For every line in the entries that contains "white", show the whole line.

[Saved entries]
----

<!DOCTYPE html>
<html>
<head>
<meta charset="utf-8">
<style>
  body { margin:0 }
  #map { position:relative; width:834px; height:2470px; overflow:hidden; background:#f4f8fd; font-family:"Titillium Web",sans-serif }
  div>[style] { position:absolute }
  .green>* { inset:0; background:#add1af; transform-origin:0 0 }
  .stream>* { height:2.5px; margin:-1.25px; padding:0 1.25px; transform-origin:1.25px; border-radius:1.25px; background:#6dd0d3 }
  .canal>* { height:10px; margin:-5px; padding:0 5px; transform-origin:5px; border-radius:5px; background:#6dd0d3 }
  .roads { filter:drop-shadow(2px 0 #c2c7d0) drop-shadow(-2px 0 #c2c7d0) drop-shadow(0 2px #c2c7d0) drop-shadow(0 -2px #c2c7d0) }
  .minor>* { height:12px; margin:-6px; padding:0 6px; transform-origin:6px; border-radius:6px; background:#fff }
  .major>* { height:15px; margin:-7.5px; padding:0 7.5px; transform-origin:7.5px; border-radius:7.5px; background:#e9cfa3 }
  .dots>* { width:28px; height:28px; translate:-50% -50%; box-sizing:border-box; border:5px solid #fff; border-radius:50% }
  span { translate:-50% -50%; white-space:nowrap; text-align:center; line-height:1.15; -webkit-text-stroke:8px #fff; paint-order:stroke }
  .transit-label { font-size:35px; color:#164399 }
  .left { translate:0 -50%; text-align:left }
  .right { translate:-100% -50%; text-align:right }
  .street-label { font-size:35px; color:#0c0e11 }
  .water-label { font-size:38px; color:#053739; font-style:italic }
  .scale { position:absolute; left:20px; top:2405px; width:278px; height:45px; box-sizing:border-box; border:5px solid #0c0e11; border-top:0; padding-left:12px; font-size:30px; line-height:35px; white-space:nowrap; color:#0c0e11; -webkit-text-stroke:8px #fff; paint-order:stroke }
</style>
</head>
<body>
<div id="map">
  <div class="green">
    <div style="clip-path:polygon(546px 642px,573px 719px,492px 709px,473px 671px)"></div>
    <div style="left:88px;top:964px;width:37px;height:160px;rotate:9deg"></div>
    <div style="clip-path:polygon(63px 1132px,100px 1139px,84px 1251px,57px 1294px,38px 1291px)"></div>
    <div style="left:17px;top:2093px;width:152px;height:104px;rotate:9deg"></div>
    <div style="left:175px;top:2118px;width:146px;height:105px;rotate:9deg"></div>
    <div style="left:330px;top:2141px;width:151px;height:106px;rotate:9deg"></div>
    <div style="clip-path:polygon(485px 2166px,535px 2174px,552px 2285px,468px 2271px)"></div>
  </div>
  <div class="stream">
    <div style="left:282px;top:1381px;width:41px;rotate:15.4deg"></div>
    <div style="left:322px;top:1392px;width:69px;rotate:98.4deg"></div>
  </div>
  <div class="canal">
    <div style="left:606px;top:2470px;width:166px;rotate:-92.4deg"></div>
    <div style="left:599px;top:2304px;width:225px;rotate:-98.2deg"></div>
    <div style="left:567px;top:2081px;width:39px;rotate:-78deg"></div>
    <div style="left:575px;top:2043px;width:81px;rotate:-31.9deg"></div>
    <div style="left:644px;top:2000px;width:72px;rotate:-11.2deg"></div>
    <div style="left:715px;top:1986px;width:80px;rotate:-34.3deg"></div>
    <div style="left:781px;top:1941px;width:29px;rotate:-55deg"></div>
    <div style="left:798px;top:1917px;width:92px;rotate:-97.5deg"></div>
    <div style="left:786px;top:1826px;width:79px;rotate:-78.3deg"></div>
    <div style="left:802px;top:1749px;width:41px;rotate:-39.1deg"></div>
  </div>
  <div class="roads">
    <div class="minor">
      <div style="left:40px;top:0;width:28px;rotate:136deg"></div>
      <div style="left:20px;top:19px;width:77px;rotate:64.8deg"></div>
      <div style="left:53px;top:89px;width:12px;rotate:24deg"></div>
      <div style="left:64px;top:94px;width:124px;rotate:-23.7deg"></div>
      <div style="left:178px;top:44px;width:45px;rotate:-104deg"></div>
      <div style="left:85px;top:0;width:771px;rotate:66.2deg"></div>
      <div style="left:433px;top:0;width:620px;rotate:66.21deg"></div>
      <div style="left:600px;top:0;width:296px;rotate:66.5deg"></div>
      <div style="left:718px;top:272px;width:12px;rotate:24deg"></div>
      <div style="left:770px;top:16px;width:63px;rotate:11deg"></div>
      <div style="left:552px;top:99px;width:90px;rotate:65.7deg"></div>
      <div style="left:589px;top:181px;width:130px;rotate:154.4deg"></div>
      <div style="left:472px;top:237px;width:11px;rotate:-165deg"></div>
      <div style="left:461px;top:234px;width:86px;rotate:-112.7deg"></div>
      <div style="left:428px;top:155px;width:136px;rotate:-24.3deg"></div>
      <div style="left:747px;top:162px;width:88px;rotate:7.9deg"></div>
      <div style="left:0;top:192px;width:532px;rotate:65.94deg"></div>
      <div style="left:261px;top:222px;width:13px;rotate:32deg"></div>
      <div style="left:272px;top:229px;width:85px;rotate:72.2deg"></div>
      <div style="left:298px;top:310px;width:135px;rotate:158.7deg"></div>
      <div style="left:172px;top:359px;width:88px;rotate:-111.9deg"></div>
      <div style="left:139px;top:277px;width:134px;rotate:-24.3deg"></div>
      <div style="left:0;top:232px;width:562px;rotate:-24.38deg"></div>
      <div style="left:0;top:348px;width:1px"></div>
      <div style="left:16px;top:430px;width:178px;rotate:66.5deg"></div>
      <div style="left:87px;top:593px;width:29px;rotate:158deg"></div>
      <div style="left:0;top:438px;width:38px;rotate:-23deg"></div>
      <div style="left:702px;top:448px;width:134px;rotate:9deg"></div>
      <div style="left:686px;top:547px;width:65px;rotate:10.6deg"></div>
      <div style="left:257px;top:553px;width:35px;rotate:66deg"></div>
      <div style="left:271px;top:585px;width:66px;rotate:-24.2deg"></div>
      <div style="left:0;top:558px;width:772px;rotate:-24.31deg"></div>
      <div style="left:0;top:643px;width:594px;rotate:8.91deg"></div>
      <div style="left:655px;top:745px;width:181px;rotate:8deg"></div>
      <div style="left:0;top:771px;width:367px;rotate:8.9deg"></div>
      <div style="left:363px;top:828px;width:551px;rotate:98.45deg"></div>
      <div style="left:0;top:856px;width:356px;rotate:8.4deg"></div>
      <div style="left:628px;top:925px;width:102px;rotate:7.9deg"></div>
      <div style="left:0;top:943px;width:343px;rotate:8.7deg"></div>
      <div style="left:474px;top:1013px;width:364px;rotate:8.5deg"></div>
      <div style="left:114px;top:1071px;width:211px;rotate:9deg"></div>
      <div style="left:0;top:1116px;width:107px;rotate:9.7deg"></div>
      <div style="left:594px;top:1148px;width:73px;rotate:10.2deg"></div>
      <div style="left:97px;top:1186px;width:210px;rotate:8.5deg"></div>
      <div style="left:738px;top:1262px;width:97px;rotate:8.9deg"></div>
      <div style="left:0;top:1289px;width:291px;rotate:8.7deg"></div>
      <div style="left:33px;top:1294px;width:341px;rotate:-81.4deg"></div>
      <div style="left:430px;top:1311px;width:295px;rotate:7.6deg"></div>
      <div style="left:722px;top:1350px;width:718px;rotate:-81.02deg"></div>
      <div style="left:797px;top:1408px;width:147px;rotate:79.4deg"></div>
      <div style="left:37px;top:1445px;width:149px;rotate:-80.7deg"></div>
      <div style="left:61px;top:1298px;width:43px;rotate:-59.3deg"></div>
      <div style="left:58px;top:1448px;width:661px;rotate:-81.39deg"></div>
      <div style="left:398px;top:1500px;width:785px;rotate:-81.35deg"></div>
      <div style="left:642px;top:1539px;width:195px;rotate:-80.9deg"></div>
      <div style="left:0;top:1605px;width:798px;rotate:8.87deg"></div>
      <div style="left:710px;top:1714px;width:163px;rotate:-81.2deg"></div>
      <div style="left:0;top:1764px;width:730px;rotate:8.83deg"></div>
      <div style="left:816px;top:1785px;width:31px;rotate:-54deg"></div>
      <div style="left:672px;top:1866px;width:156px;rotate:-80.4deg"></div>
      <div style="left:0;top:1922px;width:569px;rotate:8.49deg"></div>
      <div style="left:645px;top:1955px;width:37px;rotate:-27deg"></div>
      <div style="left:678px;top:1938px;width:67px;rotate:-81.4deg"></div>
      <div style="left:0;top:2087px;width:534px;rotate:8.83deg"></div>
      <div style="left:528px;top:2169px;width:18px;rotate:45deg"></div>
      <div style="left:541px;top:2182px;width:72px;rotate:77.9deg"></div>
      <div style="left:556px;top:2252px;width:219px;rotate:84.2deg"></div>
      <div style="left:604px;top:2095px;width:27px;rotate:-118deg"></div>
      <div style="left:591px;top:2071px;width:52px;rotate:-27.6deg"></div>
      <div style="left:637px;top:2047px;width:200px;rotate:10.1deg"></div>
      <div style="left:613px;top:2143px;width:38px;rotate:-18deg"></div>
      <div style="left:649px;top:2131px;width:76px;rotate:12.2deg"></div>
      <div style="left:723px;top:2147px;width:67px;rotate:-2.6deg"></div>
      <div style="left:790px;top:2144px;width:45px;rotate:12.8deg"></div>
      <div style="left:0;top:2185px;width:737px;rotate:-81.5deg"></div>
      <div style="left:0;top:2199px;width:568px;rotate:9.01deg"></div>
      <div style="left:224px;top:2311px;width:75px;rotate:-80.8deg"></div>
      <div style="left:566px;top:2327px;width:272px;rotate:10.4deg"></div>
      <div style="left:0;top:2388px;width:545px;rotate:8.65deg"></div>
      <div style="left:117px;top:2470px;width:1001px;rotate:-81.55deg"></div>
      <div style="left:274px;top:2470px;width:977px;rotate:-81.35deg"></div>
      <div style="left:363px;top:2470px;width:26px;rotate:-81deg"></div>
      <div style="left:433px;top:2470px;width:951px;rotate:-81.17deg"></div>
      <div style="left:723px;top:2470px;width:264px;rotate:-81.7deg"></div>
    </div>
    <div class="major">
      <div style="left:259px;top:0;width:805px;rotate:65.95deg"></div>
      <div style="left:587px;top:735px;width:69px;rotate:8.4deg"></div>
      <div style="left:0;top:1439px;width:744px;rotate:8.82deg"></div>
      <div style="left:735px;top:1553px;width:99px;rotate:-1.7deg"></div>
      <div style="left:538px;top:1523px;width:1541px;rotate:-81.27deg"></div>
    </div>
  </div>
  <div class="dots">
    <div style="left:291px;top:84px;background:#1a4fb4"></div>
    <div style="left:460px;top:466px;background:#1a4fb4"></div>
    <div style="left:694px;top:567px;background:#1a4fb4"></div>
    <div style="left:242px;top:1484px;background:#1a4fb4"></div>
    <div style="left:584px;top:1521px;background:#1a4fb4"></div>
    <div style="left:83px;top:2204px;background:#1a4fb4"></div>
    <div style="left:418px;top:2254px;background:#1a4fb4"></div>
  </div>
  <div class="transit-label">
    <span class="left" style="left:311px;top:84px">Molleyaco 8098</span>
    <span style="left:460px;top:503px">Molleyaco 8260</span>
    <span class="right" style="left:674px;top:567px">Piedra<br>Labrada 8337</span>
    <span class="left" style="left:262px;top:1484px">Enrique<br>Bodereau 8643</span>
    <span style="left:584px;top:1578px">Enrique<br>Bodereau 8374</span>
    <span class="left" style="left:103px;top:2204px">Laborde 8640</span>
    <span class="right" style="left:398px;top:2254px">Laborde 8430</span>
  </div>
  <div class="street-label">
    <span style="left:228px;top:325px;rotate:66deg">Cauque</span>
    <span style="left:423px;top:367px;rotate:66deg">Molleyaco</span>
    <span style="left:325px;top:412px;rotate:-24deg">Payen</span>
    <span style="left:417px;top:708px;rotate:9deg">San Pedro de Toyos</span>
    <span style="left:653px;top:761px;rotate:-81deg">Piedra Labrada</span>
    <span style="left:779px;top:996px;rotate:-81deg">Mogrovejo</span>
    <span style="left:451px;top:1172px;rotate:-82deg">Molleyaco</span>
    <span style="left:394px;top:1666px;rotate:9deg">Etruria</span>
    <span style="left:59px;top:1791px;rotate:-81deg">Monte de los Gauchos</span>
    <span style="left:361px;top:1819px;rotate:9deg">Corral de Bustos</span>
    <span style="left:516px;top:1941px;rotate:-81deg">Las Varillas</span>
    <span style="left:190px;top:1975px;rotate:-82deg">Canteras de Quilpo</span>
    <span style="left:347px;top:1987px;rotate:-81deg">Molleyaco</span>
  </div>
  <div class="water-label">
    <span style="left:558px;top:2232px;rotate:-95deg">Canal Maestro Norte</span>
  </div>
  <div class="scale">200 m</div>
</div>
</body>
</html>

----

— RESULT BELOW —
  span { translate:-50% -50%; white-space:nowrap; text-align:center; line-height:1.15; -webkit-text-stroke:8px #fff; paint-order:stroke }
  .scale { position:absolute; left:20px; top:2405px; width:278px; height:45px; box-sizing:border-box; border:5px solid #0c0e11; border-top:0; padding-left:12px; font-size:30px; line-height:35px; white-space:nowrap; color:#0c0e11; -webkit-text-stroke:8px #fff; paint-order:stroke }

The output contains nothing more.